→ YOUR ASSIGNMENT
Give back every entry below, exactly as written.

Data items:

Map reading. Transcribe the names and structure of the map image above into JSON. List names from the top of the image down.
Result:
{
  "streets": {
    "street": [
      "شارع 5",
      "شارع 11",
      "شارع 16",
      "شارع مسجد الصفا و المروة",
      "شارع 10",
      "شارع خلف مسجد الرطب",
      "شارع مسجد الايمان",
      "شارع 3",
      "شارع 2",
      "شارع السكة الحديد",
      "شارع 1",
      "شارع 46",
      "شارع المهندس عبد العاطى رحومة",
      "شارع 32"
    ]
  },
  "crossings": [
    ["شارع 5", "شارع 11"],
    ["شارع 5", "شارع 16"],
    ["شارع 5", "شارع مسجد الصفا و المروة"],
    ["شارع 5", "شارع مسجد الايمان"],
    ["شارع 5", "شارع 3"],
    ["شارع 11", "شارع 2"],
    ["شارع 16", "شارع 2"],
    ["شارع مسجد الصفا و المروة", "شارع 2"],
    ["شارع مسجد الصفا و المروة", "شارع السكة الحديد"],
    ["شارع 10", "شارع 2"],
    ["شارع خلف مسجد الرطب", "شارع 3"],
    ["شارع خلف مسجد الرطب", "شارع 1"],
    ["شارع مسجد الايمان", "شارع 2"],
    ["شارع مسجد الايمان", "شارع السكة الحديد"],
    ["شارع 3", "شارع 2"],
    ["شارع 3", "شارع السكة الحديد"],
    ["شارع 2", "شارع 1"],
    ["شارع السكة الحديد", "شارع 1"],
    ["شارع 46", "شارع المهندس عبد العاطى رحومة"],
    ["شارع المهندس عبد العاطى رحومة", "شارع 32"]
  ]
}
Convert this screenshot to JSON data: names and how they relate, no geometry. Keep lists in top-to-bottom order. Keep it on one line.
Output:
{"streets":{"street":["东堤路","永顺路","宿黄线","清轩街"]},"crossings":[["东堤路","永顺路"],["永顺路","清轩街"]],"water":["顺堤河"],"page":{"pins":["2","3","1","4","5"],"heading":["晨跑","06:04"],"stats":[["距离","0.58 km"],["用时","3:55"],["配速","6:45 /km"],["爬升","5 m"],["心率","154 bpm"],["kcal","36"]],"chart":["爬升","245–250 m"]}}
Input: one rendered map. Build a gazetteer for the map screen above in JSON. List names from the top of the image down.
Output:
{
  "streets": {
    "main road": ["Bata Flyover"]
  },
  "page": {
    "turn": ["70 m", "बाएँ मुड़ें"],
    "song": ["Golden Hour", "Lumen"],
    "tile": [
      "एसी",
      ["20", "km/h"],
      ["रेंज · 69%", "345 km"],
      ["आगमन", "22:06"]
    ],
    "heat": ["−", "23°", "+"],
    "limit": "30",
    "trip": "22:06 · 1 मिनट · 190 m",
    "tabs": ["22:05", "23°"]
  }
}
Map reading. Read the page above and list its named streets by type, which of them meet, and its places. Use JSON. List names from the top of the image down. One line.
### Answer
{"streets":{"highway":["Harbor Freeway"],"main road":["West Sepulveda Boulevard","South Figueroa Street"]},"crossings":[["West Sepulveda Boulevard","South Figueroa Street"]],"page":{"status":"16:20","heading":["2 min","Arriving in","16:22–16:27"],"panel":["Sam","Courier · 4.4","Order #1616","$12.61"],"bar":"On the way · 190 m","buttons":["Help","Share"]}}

→ RESULT FOR THIS TASK
Map reading. Transcribe the names and structure of the map image above into JSON. List names from the top of the image down.
Result:
{
  "streets": {
    "street": [
      "شارع 5",
      "شارع 11",
      "شارع 16",
      "شارع مسجد الصفا و المروة",
      "شارع 10",
      "شارع خلف مسجد الرطب",
      "شارع مسجد الايمان",
      "شارع 3",
      "شارع 2",
      "شارع السكة الحديد",
      "شارع 1",
      "شارع 46",
      "شارع المهندس عبد العاطى رحومة",
      "شارع 32"
    ]
  },
  "crossings": [
    ["شارع 5", "شارع 11"],
    ["شارع 5", "شارع 16"],
    ["شارع 5", "شارع مسجد الصفا و المروة"],
    ["شارع 5", "شارع مسجد الايمان"],
    ["شارع 5", "شارع 3"],
    ["شارع 11", "شارع 2"],
    ["شارع 16", "شارع 2"],
    ["شارع مسجد الصفا و المروة", "شارع 2"],
    ["شارع مسجد الصفا و المروة", "شارع السكة الحديد"],
    ["شارع 10", "شارع 2"],
    ["شارع خلف مسجد الرطب", "شارع 3"],
    ["شارع خلف مسجد الرطب", "شارع 1"],
    ["شارع مسجد الايمان", "شارع 2"],
    ["شارع مسجد الايمان", "شارع السكة الحديد"],
    ["شارع 3", "شارع 2"],
    ["شارع 3", "شارع السكة الحديد"],
    ["شارع 2", "شارع 1"],
    ["شارع السكة الحديد", "شارع 1"],
    ["شارع 46", "شارع المهندس عبد العاطى رحومة"],
    ["شارع المهندس عبد العاطى رحومة", "شارع 32"]
  ]
}
Convert this screenshot to JSON data: names and how they relate, no geometry. Keep lists in top-to-bottom order. Keep it on one line.
Output:
{"streets":{"street":["东堤路","永顺路","宿黄线","清轩街"]},"crossings":[["东堤路","永顺路"],["永顺路","清轩街"]],"water":["顺堤河"],"page":{"pins":["2","3","1","4","5"],"heading":["晨跑","06:04"],"stats":[["距离","0.58 km"],["用时","3:55"],["配速","6:45 /km"],["爬升","5 m"],["心率","154 bpm"],["kcal","36"]],"chart":["爬升","245–250 m"]}}
Input: one rendered map. Build a gazetteer for the map screen above in JSON. List names from the top of the image down.
Output:
{
  "streets": {
    "main road": ["Bata Flyover"]
  },
  "page": {
    "turn": ["70 m", "बाएँ मुड़ें"],
    "song": ["Golden Hour", "Lumen"],
    "tile": [
      "एसी",
      ["20", "km/h"],
      ["रेंज · 69%", "345 km"],
      ["आगमन", "22:06"]
    ],
    "heat": ["−", "23°", "+"],
    "limit": "30",
    "trip": "22:06 · 1 मिनट · 190 m",
    "tabs": ["22:05", "23°"]
  }
}
Map reading. Read the page above and list its named streets by type, which of them meet, and its places. Use JSON. List names from the top of the image down. One line.
### Answer
{"streets":{"highway":["Harbor Freeway"],"main road":["West Sepulveda Boulevard","South Figueroa Street"]},"crossings":[["West Sepulveda Boulevard","South Figueroa Street"]],"page":{"status":"16:20","heading":["2 min","Arriving in","16:22–16:27"],"panel":["Sam","Courier · 4.4","Order #1616","$12.61"],"bar":"On the way · 190 m","buttons":["Help","Share"]}}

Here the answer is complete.